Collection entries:
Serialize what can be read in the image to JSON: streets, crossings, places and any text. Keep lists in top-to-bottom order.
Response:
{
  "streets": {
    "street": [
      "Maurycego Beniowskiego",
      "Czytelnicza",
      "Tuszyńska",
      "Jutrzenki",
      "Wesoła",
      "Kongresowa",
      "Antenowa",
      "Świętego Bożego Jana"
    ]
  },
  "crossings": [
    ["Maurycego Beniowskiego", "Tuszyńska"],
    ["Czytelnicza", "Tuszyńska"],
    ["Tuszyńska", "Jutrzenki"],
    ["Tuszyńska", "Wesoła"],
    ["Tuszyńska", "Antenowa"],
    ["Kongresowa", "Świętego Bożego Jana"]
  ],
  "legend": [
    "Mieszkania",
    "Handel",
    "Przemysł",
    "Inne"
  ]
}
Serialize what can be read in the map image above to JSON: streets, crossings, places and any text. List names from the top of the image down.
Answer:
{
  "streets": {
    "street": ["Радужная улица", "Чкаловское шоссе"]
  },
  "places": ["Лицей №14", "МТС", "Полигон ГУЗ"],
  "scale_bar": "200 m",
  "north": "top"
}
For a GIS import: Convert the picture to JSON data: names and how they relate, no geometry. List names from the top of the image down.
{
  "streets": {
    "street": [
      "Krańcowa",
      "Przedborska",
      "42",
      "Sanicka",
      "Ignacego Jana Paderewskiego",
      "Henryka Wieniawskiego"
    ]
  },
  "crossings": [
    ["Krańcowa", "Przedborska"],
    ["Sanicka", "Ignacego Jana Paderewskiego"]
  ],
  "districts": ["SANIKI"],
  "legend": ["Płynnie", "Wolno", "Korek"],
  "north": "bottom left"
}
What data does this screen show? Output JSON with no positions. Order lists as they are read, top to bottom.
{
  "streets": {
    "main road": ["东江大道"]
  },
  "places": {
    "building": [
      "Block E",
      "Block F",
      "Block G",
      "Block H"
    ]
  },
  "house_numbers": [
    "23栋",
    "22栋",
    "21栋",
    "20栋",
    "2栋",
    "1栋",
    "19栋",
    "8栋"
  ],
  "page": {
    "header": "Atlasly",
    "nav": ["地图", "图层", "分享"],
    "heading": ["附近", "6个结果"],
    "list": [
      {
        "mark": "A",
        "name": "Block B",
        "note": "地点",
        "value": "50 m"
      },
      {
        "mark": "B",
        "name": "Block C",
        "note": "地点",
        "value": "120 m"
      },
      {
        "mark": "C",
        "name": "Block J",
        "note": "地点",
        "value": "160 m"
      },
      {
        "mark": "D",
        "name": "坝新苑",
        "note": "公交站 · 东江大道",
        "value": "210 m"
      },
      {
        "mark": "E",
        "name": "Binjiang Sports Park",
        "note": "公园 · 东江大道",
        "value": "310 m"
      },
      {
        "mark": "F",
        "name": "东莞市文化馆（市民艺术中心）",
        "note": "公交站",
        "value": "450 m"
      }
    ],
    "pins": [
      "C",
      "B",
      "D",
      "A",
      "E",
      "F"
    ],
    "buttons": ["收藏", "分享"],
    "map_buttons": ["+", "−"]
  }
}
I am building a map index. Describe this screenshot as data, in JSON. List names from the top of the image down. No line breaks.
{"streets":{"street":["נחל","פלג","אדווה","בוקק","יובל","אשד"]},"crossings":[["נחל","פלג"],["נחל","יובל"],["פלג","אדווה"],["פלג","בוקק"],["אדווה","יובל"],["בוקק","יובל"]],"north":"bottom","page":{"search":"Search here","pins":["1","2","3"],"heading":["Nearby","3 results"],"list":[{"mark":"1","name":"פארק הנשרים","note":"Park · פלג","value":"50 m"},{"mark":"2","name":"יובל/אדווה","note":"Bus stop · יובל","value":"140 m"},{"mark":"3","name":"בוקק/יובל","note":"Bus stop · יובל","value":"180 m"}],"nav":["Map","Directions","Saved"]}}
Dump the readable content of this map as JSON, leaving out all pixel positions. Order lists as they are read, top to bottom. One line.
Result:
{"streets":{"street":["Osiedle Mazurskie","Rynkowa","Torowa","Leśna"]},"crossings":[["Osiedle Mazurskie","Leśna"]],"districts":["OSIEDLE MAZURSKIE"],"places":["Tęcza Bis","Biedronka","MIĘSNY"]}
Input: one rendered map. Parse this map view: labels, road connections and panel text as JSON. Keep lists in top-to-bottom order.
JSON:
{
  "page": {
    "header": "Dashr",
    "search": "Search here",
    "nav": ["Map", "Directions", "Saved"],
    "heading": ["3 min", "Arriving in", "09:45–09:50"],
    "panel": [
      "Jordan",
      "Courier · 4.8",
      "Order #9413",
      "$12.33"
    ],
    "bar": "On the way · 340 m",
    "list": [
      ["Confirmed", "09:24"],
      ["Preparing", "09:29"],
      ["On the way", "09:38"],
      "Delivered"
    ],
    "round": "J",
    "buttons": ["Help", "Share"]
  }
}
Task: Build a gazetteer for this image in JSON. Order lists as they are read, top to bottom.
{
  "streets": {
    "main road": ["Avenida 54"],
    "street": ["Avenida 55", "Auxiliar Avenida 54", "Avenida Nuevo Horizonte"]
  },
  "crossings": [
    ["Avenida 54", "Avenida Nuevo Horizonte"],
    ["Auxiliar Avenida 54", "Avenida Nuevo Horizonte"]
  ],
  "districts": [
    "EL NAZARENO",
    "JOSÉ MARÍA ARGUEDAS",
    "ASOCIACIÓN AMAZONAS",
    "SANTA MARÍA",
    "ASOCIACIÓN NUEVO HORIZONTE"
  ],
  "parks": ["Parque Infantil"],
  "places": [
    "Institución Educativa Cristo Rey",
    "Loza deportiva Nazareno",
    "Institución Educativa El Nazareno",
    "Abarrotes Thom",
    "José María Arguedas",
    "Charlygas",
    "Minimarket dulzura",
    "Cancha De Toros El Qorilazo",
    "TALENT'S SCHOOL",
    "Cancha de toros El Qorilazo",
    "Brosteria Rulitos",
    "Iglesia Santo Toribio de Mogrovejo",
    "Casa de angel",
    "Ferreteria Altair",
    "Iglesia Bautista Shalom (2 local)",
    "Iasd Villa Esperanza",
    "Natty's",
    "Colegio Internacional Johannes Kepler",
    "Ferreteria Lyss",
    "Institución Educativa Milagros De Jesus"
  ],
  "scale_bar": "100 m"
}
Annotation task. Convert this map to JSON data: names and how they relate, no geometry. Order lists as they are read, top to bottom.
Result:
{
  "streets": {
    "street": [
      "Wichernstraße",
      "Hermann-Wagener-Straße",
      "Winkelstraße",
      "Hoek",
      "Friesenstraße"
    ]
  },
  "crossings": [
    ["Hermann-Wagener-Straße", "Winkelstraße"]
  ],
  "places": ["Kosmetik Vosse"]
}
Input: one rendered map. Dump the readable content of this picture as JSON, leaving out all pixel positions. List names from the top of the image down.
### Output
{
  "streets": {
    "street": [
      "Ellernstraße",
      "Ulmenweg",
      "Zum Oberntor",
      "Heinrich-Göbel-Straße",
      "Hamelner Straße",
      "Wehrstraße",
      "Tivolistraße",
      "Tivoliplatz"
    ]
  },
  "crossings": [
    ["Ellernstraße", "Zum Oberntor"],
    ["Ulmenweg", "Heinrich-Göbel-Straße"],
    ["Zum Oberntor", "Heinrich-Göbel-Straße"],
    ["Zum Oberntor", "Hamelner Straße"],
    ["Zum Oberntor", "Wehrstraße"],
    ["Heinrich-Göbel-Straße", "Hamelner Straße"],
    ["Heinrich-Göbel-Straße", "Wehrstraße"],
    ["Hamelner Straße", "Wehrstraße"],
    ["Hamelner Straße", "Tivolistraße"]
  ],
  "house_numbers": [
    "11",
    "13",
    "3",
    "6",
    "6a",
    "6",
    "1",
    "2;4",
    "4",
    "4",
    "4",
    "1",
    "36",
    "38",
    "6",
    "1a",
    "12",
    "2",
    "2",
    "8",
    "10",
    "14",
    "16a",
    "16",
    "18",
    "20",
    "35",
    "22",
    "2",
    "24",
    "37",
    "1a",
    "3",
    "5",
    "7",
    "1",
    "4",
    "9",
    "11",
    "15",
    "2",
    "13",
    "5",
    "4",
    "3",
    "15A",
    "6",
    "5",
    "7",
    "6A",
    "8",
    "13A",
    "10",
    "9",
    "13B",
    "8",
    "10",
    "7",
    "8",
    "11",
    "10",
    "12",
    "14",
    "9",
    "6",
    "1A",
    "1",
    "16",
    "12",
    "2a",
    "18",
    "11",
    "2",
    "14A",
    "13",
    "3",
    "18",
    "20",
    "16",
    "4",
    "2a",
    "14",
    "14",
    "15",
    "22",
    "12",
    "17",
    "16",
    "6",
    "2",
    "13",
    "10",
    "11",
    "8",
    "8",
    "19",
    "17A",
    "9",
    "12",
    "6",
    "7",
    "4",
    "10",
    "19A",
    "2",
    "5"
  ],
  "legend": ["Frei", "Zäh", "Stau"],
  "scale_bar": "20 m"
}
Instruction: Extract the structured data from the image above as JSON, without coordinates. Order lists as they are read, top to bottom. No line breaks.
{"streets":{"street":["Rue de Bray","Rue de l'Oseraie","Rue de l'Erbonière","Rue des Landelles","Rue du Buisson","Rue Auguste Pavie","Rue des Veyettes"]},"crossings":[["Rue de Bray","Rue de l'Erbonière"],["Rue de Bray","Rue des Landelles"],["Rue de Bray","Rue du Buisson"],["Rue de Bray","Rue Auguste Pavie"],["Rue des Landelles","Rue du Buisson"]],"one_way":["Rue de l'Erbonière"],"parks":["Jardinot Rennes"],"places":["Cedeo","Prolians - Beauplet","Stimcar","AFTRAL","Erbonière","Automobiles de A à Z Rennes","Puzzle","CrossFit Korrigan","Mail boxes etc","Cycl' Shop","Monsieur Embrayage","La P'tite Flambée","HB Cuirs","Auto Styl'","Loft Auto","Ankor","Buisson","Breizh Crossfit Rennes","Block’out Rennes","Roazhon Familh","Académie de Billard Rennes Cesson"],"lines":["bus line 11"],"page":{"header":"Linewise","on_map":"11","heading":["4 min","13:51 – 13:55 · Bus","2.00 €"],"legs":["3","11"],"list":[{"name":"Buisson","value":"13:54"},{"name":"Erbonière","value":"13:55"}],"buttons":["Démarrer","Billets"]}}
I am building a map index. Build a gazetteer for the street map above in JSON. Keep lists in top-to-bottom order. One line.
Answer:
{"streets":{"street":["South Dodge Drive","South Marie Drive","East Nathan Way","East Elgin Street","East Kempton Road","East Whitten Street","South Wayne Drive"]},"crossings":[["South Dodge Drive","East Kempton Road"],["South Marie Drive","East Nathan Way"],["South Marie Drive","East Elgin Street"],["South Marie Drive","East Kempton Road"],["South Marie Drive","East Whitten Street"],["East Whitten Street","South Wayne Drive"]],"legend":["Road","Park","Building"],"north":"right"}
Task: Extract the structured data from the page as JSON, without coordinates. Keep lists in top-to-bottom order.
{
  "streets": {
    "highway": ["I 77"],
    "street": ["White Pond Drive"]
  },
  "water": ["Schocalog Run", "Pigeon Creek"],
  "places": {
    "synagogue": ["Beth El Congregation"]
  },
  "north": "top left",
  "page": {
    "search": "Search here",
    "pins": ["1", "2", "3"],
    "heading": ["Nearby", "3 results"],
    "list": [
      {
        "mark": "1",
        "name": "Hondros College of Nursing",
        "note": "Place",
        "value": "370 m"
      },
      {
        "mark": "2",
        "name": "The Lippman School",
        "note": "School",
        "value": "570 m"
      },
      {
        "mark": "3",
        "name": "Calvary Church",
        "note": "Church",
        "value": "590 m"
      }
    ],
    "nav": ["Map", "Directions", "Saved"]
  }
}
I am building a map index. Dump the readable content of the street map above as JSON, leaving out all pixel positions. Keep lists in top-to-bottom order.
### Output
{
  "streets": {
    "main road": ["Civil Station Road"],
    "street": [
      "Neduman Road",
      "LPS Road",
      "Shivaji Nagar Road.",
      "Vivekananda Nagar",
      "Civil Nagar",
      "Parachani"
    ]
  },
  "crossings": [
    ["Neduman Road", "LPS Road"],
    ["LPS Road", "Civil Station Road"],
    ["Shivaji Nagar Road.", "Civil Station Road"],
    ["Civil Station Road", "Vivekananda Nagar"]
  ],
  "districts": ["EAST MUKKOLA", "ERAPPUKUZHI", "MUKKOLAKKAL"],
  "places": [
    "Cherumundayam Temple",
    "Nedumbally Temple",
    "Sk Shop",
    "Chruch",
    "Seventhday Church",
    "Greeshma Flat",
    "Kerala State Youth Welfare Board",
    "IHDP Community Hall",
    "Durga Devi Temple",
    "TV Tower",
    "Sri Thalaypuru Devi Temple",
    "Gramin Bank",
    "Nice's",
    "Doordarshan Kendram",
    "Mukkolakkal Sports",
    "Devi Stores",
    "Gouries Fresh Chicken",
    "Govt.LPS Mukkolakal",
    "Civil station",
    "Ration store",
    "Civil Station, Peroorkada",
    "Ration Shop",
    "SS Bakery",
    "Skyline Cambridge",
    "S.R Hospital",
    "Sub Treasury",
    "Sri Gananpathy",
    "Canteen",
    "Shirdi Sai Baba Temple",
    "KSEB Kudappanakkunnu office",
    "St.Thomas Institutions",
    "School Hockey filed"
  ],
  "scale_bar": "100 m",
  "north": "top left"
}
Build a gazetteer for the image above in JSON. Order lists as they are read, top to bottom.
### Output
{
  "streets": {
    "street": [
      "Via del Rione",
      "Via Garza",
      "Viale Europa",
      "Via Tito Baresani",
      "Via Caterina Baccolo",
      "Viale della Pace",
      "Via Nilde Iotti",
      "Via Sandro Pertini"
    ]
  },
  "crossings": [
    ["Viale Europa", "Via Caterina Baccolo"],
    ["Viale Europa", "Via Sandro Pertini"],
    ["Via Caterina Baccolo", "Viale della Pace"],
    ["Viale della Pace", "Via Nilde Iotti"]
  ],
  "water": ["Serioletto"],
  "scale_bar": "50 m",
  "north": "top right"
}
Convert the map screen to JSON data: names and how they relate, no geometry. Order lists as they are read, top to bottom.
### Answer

▶ [ASSIGNMENT] Please state how many lines in the data contain the word "rendered", giving only that number.

▶ [YOUR RESPONSE] 2